We’ve a bit of this mindset that venturing into social media is an all-or-nothing proposition, or at least we have a tendency to sound that way sometimes. As if you must step forward, but never back. And an interesting story came to my attention lately that illustrates why that’s just not the case.

The Approach

There’s a company, we’ll call it a bookstore chain. They’re super interested in getting into all this social media stuff because their CEO, Jerry, is a super personable guy and he loves talking to people. They’ve got a few dozen stores all over the country and they’re growing, and Jerry is eager to get out there and learn about what people love about his bookstores.

Jerry’s got a blog, and he does a decent job of keeping it up, and he even manages to post about things that aren’t about his product, so that’s a step in the right direction. And while he’s out on the road, his marketing team is busy behind the scenes trying to figure out a way to make social media even more impactful for their bookstore business.

So they start a Facebook fan page, and they hire a social media consultant to help them execute the fan page. At the helm of the page is a fictional character, Bernie the Bookworm, and it’s his job to interact with the people that come to the page (driven by the aforementioned social media consultant).

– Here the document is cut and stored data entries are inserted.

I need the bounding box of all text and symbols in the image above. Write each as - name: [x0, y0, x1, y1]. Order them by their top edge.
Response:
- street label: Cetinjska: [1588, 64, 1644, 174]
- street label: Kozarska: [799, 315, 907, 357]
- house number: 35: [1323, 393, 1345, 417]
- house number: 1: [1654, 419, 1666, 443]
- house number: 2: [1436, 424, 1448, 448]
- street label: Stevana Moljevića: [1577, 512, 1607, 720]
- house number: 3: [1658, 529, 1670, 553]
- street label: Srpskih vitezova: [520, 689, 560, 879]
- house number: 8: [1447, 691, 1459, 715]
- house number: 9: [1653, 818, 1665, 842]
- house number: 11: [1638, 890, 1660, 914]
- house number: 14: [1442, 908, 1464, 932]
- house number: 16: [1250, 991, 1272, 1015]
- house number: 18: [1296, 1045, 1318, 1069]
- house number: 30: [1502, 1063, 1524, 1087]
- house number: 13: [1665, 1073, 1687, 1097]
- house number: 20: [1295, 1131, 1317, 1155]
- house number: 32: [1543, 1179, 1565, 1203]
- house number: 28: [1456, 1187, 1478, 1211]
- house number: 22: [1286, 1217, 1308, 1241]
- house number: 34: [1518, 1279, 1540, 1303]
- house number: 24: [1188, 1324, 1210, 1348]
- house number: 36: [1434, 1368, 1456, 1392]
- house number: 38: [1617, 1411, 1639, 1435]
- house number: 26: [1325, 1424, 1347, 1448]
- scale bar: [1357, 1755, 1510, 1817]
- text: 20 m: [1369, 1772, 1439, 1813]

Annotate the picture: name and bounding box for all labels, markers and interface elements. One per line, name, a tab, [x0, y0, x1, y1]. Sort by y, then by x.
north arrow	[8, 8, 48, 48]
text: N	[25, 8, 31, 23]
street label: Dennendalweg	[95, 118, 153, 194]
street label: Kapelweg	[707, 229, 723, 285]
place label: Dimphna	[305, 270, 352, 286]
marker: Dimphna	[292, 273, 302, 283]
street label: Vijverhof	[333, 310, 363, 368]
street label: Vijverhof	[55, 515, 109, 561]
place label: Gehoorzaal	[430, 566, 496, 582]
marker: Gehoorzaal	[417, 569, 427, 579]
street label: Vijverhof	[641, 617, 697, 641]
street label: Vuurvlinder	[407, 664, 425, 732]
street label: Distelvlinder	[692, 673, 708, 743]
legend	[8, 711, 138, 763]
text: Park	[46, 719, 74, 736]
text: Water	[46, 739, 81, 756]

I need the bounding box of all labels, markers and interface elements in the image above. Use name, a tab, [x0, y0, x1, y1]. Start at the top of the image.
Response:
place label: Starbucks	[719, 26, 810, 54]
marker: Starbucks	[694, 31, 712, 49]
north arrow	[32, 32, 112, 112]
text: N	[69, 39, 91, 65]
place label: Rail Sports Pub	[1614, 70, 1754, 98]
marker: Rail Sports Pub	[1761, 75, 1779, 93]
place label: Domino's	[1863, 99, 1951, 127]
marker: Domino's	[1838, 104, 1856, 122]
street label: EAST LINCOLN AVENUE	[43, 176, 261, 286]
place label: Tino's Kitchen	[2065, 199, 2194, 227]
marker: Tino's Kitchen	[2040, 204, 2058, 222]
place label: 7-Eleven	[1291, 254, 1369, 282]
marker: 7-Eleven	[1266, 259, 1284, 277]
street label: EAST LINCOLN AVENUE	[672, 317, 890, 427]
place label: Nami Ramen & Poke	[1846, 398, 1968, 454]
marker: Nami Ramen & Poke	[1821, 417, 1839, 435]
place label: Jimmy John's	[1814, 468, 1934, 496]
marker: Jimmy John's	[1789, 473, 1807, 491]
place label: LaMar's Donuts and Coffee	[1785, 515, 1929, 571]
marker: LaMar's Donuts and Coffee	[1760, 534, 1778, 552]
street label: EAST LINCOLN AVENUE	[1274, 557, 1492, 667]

The consultant wisely ask some key questions, like what the company’s overall business goals are, how they’d like to use the Facebook page to better connect with their customers, what other social media efforts they have planned and how they all tie into the bigger picture. The team at the bookstore chain has some trouble answering those questions, but they forged ahead. They set some goals, including a percentage increase in the number of fans on the page, and the number of visitors.

The Obstacles

Bernie the Bookworm had some limitations, however. Bernie was expected to interact with fans, but everything he said needed to be cleared by the corporate team, including things like Happy Birthday! or saying thanks for messages posted on his wall. He was given a slate of “stock responses” to choose from when responding to fans, and he wasn’t allowed to post any content or information about the bookstores or company news. If fans had questions – like why a particular book signing session had been canceled – Bernie wasn’t allowed to answer for the company unless the response was cleared by corporate.

Uh oh. (To add a few complicating factors, Bernie’s handler did some research with Google Alerts and Technorati and some other free tools to hear what customers were saying about the company across the rest of the web. There were lots of fans, but some complaints too about store closings and the discontinuation of some products and services, and no one was yet listening or responding).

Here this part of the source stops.